Elizabeth Ministry priest dies
Fr. Kurt Gessner offered many people hope, help
By Jeff Kurowski
Compass Assistant Editor
Joining the priesthood was a difficult decision for Fr. Kurt Gessner, OFM Cap. He grew up in a close, loving family strong in traditions and feared there would be a void in his life if he never had children of his own. Little did he know he would find the loving family spirit he desired in his "adopted family," Bruce, Jeannie, Angie and Becky Hannemann, the Franciscan Capuchin family and in his ministry.
On Sept. 24, Fr. Gessner, 69, died at the Mayo Clinic in Rochester, Minn., with his
brother, Capuchin Fr. Glenn Gessner, a missionary in Nicaragua, and the Hannemanns by
"We weren't ready to lose Kurt," said Jeannie Hannemann. "But we are thankful for the
preparation God gave us and the beautiful dying experience. My daughter Becky said, 'He
not only taught me about life, but also taught me about death.'"
In 1980, after suffering a heart attack, Fr. Kurt stayed with Bruce and Jeannie. He would
later become affectionately known as "Uncle Kurt" to Angela and Becky.
"A real testimony of his love of children is the fact that our children's friends all wanted
an 'Uncle Kurt,'" said Jeannie. "He would take Angela for stroller rides and she always
had a flower for me when they returned. When he had to use a wheelchair, she pushed
him and he would pick a flower for me. Their love for one another had come full circle."

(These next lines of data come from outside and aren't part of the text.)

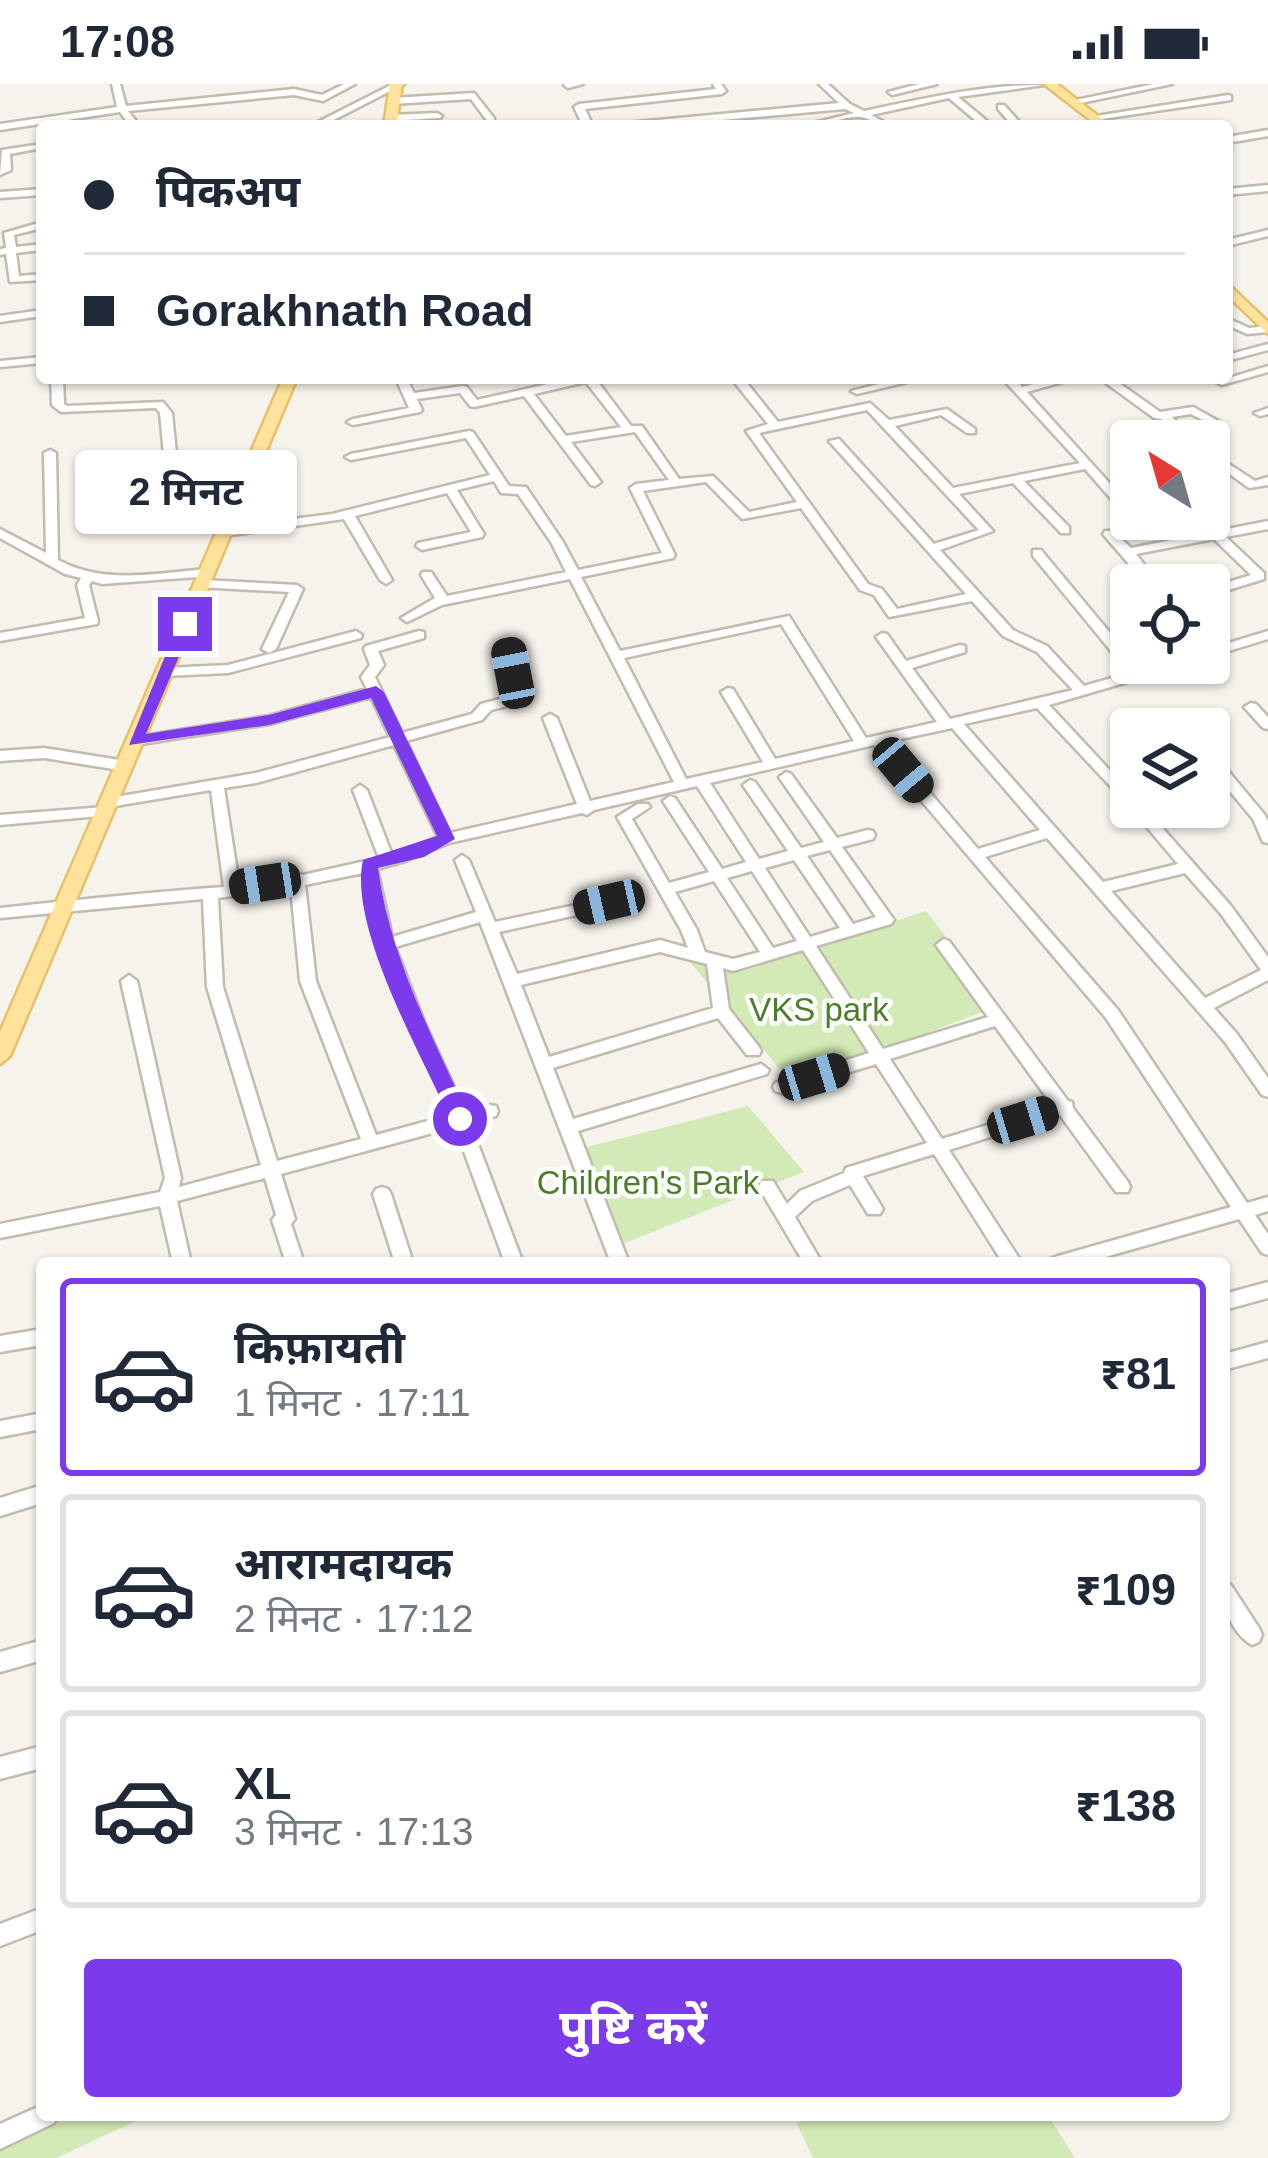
<!DOCTYPE html>
<html lang="hi">
<head>
<meta charset="utf-8">
<style>
  body { margin:0; font-family:Helvetica,"Noto Sans Devanagari",sans-serif; background:#f2f2f3; color:#1f2937; height:100vh; display:flex; flex-direction:column; font-size:45px; white-space:nowrap }
  * { box-sizing:border-box; margin:0 }
  p { font-size:39px; color:#747a83 }
  .icon { flex:none; width:66px; height:66px; fill:none; stroke:currentColor; stroke-width:2; stroke-linecap:round; stroke-linejoin:round }
  .map { position:relative; flex:1; overflow:hidden }
  .details { position:absolute; left:36px; top:1173px; width:1194px; height:864px; display:flex; flex-direction:column; background:#fff; border-radius:12px; box-shadow:0 3px 9px #0004 }
  .details>* { flex:none }
  .banner { position:absolute; left:36px; top:36px; width:1197px; height:264px; border-radius:12px; box-shadow:0 3px 9px #0004; display:grid; align-content:center; height:264px; padding:0 48px; background:#fff }
  .needle { width:78px; rotate:323deg }
  .controls { position:absolute; left:1110px; top:336px; display:grid; gap:24px }
  .controls a { display:grid; place-items:center; width:120px; height:120px; border-radius:12px; background:#fff; box-shadow:0 3px 9px #0004; font-size:60px }
  .end { position:absolute; width:54px; height:54px; margin:-27px; border:15px solid #7c3aed; background:#fff; box-shadow:0 0 0 6px #fff }
  .from { border-radius:50% }
  .bubble { position:absolute; height:84px; border-radius:12px; background:#fff; box-shadow:0 3px 9px #0004; font-size:39px; font-weight:700; line-height:84px; text-align:center }
  .car { position:absolute; width:36px; height:72px; margin:-36px -18px; border-radius:15px; box-shadow:0 0 9px 3px #0007; background:linear-gradient(#222 24%,#8ab4d8 0 40%,#222 0 76%,#8ab4d8 0 86%,#222 0) }
  .banner b { display:flex; align-items:center; gap:42px; height:114px; font-size:45px }
  .banner b+b { border-top:3px solid #e0e1e3 }
  .banner i { width:30px; height:30px; background:#1f2937 }
  ul { padding:21px 0 0; list-style:none }
  li { display:flex; align-items:center; gap:36px; height:198px; margin:0 24px 18px; padding:0 24px; border:6px solid #e0e1e3; border-radius:12px }
  li div { flex:1 }
  li b { display:block; font-size:45px }
  li em { font-style:normal; font-weight:700 }
  li.selected { border-color:#7c3aed }
  li>.icon { width:108px; height:108px; stroke-width:1.5 }
  .button { display:flex; gap:24px; margin-top:auto; padding:24px 48px }
  .button a { flex:1; height:138px; border-radius:12px; background:#7c3aed; color:#fff; font-size:48px; font-weight:700; line-height:138px; text-align:center }
  .status { display:flex; justify-content:space-between; align-items:center; height:84px; padding:0 60px; background:#fff; direction:ltr }
  .status svg { height:33px; fill:currentColor }
  .map>svg:first-child { display:block }
</style>
</head>
<body>
<div class="status"><b>17:08</b><svg viewBox="0 0 49 12"><path d="M0 12V9h3v3zM5 12V6h3v6zM10 12V3h3v9zM15 12V0h3v12zM26 1h20v11H26zM47 4h2v5h-2z"/></svg></div>
<div class="map">
<svg width="1268" height="2074" viewBox="0 0 1268 2074">
  <rect width="100%" height="100%" fill="#f6f3ec"/>
  <g fill="#d2eab5">
    <path d="M926,827l73,95 -207,77 -109,-129 35,15 22,3z"/>
    <path d="M748,1022l56,66 -189,75 -36,-98z"/>
    <path d="M52,2031h97l-93,43h-56v-18z"/>
    <path d="M812,2031h236l27,43h-262l-16,-34z"/>
  </g>
  <g fill="none" stroke-linecap="round" stroke-linejoin="round">
    <g stroke="#c2bbae" stroke-width="5">
      <g id="minor">
        <path d="M112,0h8l6,22 168,-17 28,6 22,-11h11l-32,17 -29,-6 -166,16 12,15h-10l-10,-14 -120,18v-6l117,-17z"/>
        <path d="M393,0h11l-82,42h-12z"/>
        <path d="M583,0l-15,4 -4,-3v-1z"/>
        <path d="M713,0h8l5,7 -4,3 -137,15 8,17h-10l-9,-19 5,-3 137,-15z"/>
        <path d="M819,0h9l22,20 14,7c57,-12 122,-27 180,-26l-86,12 35,29h-11l-33,-28 -78,17 20,11c-15,0 -20,-8 -31,-9 -18,-1 -37,10 -55,8l49,-12 -9,-4 -191,17h-33l5,-3 213,-20z"/>
        <path d="M919,0h18l-45,11 -4,-3z"/>
        <path d="M1154,0h18l-96,20 -5,-3z"/>
        <path d="M474,9l20,25v4h-6l-17,-23 -78,5 -5,-3 5,-3z"/>
        <path d="M1228,11l3,1v4l-136,20 -5,-3z"/>
        <path d="M998,21h6l19,21h-10l-15,-17z"/>
        <path d="M437,29l5,3 -2,2 -49,3 -5,-3 5,-3z"/>
        <path d="M1268,46v6l-41,7v-6z"/>
        <path d="M42,60v4l-32,6 1,16 -11,5 2,-25z"/>
        <path d="M1268,101v6l-41,4v-6z"/>
        <path d="M42,105v6l-42,3v-6z"/>
        <path d="M42,138v6l-28,7 2,12 26,-3v6l-26,3 3,23 23,-2v6l-32,2 -4,-28 -6,1v-6l6,-1 -2,-15z"/>
        <path d="M1268,146v6l-41,10v-6z"/>
        <path d="M42,226v6l-42,6v-6z"/>
        <path d="M1227,234l22,10 19,-2v6l-21,2 -20,-9z"/>
        <path d="M1268,260v6l-41,11v-6z"/>
        <path d="M42,273v6l-42,4v-6z"/>
        <path d="M1268,282v6l-46,13 -6,-3z"/>
        <path d="M51,294h12l1,26 3,2 96,-4 9,11 6,61 73,-9 6,4 -6,4 -152,17v-6l4,-1 63,-7 -6,-63 -4,-5 -95,4 -9,-7z"/>
        <path d="M574,294h21l36,48h11l37,53 34,-3 36,36 48,-10 -51,-71 22,-7 -37,-46h12l35,44 92,-19 19,17 58,-11 28,20v4h-8l-26,-18 -46,11 58,62 127,-25 -78,-85h12l8,9 36,-9h19l-50,14 104,115v11l-4,-1 -42,-48 -61,12 45,46v6h-8l-48,-50 -54,11 34,37 -53,19 73,80 34,16 37,40 45,-13 -96,-117v-6h8l90,108v5h4l6,7 22,-7h21l-2,3 -133,39 82,88v14h13l87,99 37,51v23l-54,28 23,26 31,44v19l-6,-2 -37,-53 -178,-204 -62,19 133,153 129,193 21,-6v14l-13,4 13,19v21l-6,-2 -23,-34 -155,44h-35l3,-5 6,-2 173,-49 -125,-189 -232,-273 -164,38 49,76 29,-8 -45,-66 7,-5 5,2 46,66 23,-6 -45,-65 7,-5 5,2 46,64 31,-8 5,1 2,4 -2,4 -31,8 52,73 -3,4 -75,22 67,103 105,-32 -52,-72 8,-6 5,2 119,160 4,1 1,6 55,74 2,5 -2,5h-12l-56,-77 -111,35 73,113h-19l-69,-109 -71,22 20,33 -3,5h-12l-18,-29 -38,16 -17,16 27,46h-18l-43,-72 -2,-5 2,-5h12l14,23 13,-13 44,-18 2,-5 81,-25 -51,-79 -95,29 -6,-2 -2,-4 2,-4 94,-30 -66,-103 -70,21 -10,-3 6,41 30,38 2,4 -2,4h-12l-29,-37 -165,50 20,51 188,-55 8,6 -2,4 -189,57 51,132h-18l-131,-341 -85,25 30,77 40,87 25,-6 6,1 2,5 -2,5 -26,7 53,140h-18l-50,-136 -174,47 14,45 -4,5 13,39h-18l-14,-43 4,-5 -11,-37 -88,23 14,62h-18l-13,-57 -160,32v-14l160,-32 5,-14 -44,-197 8,-6 8,6 44,197 -2,9 82,-22 -54,-178 -4,-88 -203,19v-10c74,-8 152,-16 224,-21l-13,-97 -102,17 -7,-5 2,-3 152,-26 134,-36 -19,-40 -102,27 -134,21 -7,-4 2,-3 139,-22 98,-27 -6,-12 9,-12 -6,-16 2,-3 53,-15 5,1v6l-46,13 6,14 -9,12 27,56 70,-19 9,-10 30,-8 -10,-48 2,-3 5,-1 7,4 10,51 -2,3 -32,8 -9,10 -76,21 44,92 127,-29 -34,-86 7,-4 7,4 33,83 84,-19 -104,-203 -128,26 -35,17 -6,-4 34,-20 -14,-23 2,-3h8l16,24 119,-24 -15,-30 -33,-48 -17,-1 -7,-12 -37,9 27,44 -2,3 -60,13 -6,-4 2,-3 53,-11 -24,-39 -92,23 37,64 -6,4 -6,-4 -36,-61 -120,17 -6,-4 6,-4 108,-14 158,-39 -24,-37 -115,22 -6,-3 6,-3 118,-23 4,1 36,54 17,1 37,55 15,28 84,-17 -32,-65 6,-4 33,-4 -34,-48 -64,10 30,40 -6,4 -4,-1 -67,-89 -50,11 -4,-1 -10,-13 -43,6 5,11 -2,2 -67,13 -6,-3 6,-3 56,-11 -12,-27 5,-3 5,1 7,14 49,-7 4,1 10,13zM586,298l35,45 -55,9 -32,-42zM867,326l112,120 -45,14 -95,-105 -10,2 137,153 -69,15 -15,-20 -14,-5 -109,-151zM706,398l36,37 59,-11 59,82 14,5 15,22 83,-16 31,35 34,16 36,38 -123,29 -38,-51 53,-16v-6l-5,-1 -54,16 -19,-27 -5,-1 -6,4 61,85 -71,16 -77,-122 -169,35 -39,-74 92,-19 2,-3 -32,-64zM781,540l73,117 -79,18 -42,-70 -5,-1 -7,4 42,70 -77,17 -62,-121zM1037,624l92,98 49,58 -75,18 -139,-158zM952,644l88,102 -62,19 -91,-107zM394,661l44,92 -46,18 -25,-65 -7,-5 -7,5 26,68 -76,17 -6,-2 -7,5 -51,7 -15,-97 32,-5zM697,702l49,76 -24,7 -47,-71 -5,-2 -7,5 46,71 -40,11 -37,-64 18,-12 -2,-3h-10l-21,13 64,113 7,18 -28,-8 -143,34 -18,-42 110,-24 7,-5 -7,-5 -114,24 -26,-62 -7,-5 -7,5 21,52 -84,25 -15,-68 28,-8 44,-18 133,-30 5,2 7,-5zM830,766l46,67 -23,7 -46,-68zM794,776l46,68 -30,9 -45,-69zM752,787l45,70 -24,7 -46,-70zM363,789l14,72 73,170 -74,20 -60,-154 -11,-96zM1185,789l36,41 40,56 -56,28 -94,-107zM714,797l46,71 -27,7 -28,-7 -8,-22 -22,-38zM291,804l9,93 61,158 -84,22 -54,-174 -5,-89zM660,868l47,12 6,44 -164,49 -28,-72zM995,942l57,79 -110,34 -52,-80z"/>
        <path d="M902,294h22l-67,16 -6,-3z"/>
        <path d="M1099,294h13l48,34 33,-5 27,15 -10,2 -19,-10 -19,3 24,24h-12l-23,-22 -7,-1z"/>
        <path d="M1268,324v6l-8,2 -6,-3z"/>
        <path d="M50,366l6,3 2,107c46,25 99,13 149,9l6,4 -2,3 -109,8 -10,-3 -3,4 9,36 -1,3 -97,17v-8l85,-15 -8,-33 4,-7 -16,-4 -65,-36v-9l46,24 -2,-100z"/>
        <path d="M1209,367l46,30 13,-4v8l-19,3 -40,-29z"/>
        <path d="M1268,437v8l-42,8 38,36v6l-55,17v-8l42,-13 -37,-36 -78,15 24,31h-13l-44,-51 2,-3h8l18,17z"/>
        <path d="M203,496l94,5 6,4 -27,60 -7,4 -7,-4 27,-57 -90,-5v-6z"/>
        <path d="M356,547l6,4 -1,3 -133,35 -63,3 -7,-4 7,-4 63,-3z"/>
        <path d="M1268,547v8l-59,18v-8z"/>
        <path d="M1251,619l5,1 12,13v12l-5,-1 -19,-21z"/>
        <path d="M44,664l82,13 7,5 -7,5 -82,-13 -44,3v-10z"/>
        <path d="M1209,668l5,2 50,60 4,7v22l-5,-1 -10,-23 -44,-53z"/>
        <path d="M105,723l7,5 -2,3 -110,10v-10z"/>
        <path d="M382,1103l6,2 3,5 22,69h-18l-22,-69 3,-5z"/>
        <path d="M1268,1198v16l-44,12v-16z"/>
        <path d="M42,1245v16l-42,7v-16z"/>
        <path d="M1268,1258v16l-44,12v-16z"/>
        <path d="M42,1329v16l-42,8v-16z"/>
        <path d="M42,1401v18l-42,13v-18z"/>
        <path d="M1224,1498l7,3 28,43 3,7 -3,7 -7,3c-23,-14 -28,-38 -28,-63z"/>
        <path d="M42,1556v20l-42,12v-20z"/>
        <path d="M42,1662v22l-42,11v-22z"/>
        <path d="M42,1824v22l-42,16v-22z"/>
        <path d="M42,2021v10h16l-4,8 -54,26v-25z"/>
      </g>
    </g>
    <g stroke="#e6c16a" stroke-width="5">
      <g id="major">
        <path d="M390,0h12l-6,42h-12z"/>
        <path d="M1044,0h13l54,42h-13z"/>
        <path d="M1227,199l41,39v12l-41,-39z"/>
        <path d="M283,294h14l-287,678 -10,8v-32z"/>
      </g>
    </g>
    <use href="#minor" fill="#fff" fill-rule="evenodd"/>
    <use href="#major" fill="#ffe39c" fill-rule="evenodd"/>
  </g>
  <path fill="#7c3aed" d="M185,536l8,4 -47,110 123,-19 107,-29 8,6 71,147 -31,18 -46,11c12,90 55,169 92,251l-3,5h-14l-3,-5c-28,-64 -102,-191 -87,-259l74,-24 -66,-138 -102,27 -140,20 49,-121z"/>
  <g text-anchor="middle" stroke-width="9" stroke-linejoin="round" paint-order="stroke">
    <g font-size="33" fill="#4a7f2a" stroke="#fff">
      <text x="819" y="937">VKS park</text>
      <text x="648" y="1110">Children's Park</text>
    </g>
  </g>
</svg>
<div class="controls">
<a><svg class="needle" viewBox="-14 -14 28 28"><path d="M0-13l5 13h-10z" fill="#e53935"/><path d="M0 13l5-13h-10z" fill="#747a83"/></svg></a>
<a><svg class="icon" aria-label="locate" viewBox="0 0 24 24"><circle cx="12" cy="12" r="6"/><path d="M12 2v4M12 18v4M2 12h4M18 12h4"/></svg></a>
<a><svg class="icon" aria-label="layers" viewBox="0 0 24 24"><path d="M12 4l9 5-9 5-9-5zM3 14l9 5 9-5"/></svg></a>
</div>
<i class="end from" style="left:460px;top:1035px"></i>
<i class="end" style="left:185px;top:540px"></i>
<div class="bubble" style="left:75px;top:366px;width:222px">2 मिनट</div>
<i class="car" style="left:513px;top:589px;rotate:349deg"></i>
<i class="car" style="left:903px;top:686px;rotate:140deg"></i>
<i class="car" style="left:265px;top:799px;rotate:261deg"></i>
<i class="car" style="left:609px;top:818px;rotate:257deg"></i>
<i class="car" style="left:814px;top:993px;rotate:73deg"></i>
<i class="car" style="left:1023px;top:1036px;rotate:73deg"></i>
<div class="banner">
<b><i class="from"></i>पिकअप</b>
<b><i></i>Gorakhnath Road</b>
</div>
<section class="details">
<ul>
<li class="selected"><svg class="icon" aria-label="car" viewBox="0 0 24 24"><path d="M5 17H2v-5l4-1 3-4h7l3 4 3 1v5h-3M9 17h6M6 11h13"/><circle cx="7" cy="17" r="2"/><circle cx="17" cy="17" r="2"/></svg><div><b>किफ़ायती</b><p>1 मिनट · 17:11</p></div><em>₹81</em></li>
<li><svg class="icon" aria-label="car" viewBox="0 0 24 24"><path d="M5 17H2v-5l4-1 3-4h7l3 4 3 1v5h-3M9 17h6M6 11h13"/><circle cx="7" cy="17" r="2"/><circle cx="17" cy="17" r="2"/></svg><div><b>आरामदायक</b><p>2 मिनट · 17:12</p></div><em>₹109</em></li>
<li><svg class="icon" aria-label="car" viewBox="0 0 24 24"><path d="M5 17H2v-5l4-1 3-4h7l3 4 3 1v5h-3M9 17h6M6 11h13"/><circle cx="7" cy="17" r="2"/><circle cx="17" cy="17" r="2"/></svg><div><b>XL</b><p>3 मिनट · 17:13</p></div><em>₹138</em></li>
</ul>
<div class="button"><a>पुष्टि करें</a></div>
</section>
</div>
</body>
</html>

In 1991, Fr. Kurt and Jeannie collaborated through Elizabeth Ministry, an international
outreach to families during the joys and sorrows of the childbearing years. They
conducted retreats, seminars and workshops throughout the United States.
"We acted as God's chosen instruments," said Jeannie. "We connected with people and
met bishops all over the country. We had a powerful relationship. In my eyes, this man
was the closest expression of the living Christ."
"I feel privileged to have been with him at the bedside of a family whose baby died during
the night," she added. "He helped with the healing process through his love and support.
He was an awesome man."
Fr. Kurt served in various ministry positions throughout his life. A recovering alcoholic,
he began a ministry with alcoholics performing a countless number of interventions
through his work with Community Alcohol Services Incorporated (CASI). He spent the
majority of his ministry years in the Fox Valley, including serving as an associate at St.
Bernard Parish in Appleton. In the Milwaukee Archdiocese, he developed the first
diocesan Hispanic parish in Racine with his brother.
"The Hispanic people were very dear to his heart," said Jeannie. "People always came first
in his life. He was very creative and never did anything practical. He never kept regular
hours. Kurt was a very unique man."
Fr. Kurt, who celebrated his 50th anniversary in the Franciscan Capuchin family in
August, was also well known for his gift of storytelling.
"He would tell my daughters Jesus stories every night," said Jeannie. "He was a gifted speaker. He always shared two points with people. He would say 'You have dignity and worth beyond measure,' and 'If you want to find Jesus, all you have to do is look at the person closest to you.' He challenged people to engage in life and live for the moment while embracing the past."
The Mass of Christian Burial was held on Sept. 28 at St. Joseph Church in Appleton with Fr. Dan Fox, provincial, officiating.
"It was overwhelming," said Jeannie. "We found ourselves consoling others. There was standing room only. Many of my children's friends were there. They knew how much he cared about them."
"I feel horrible that he is gone, but I feel blessed to be so close to him," she added. "He leaves a personal family legacy and a universal legacy through his ministry."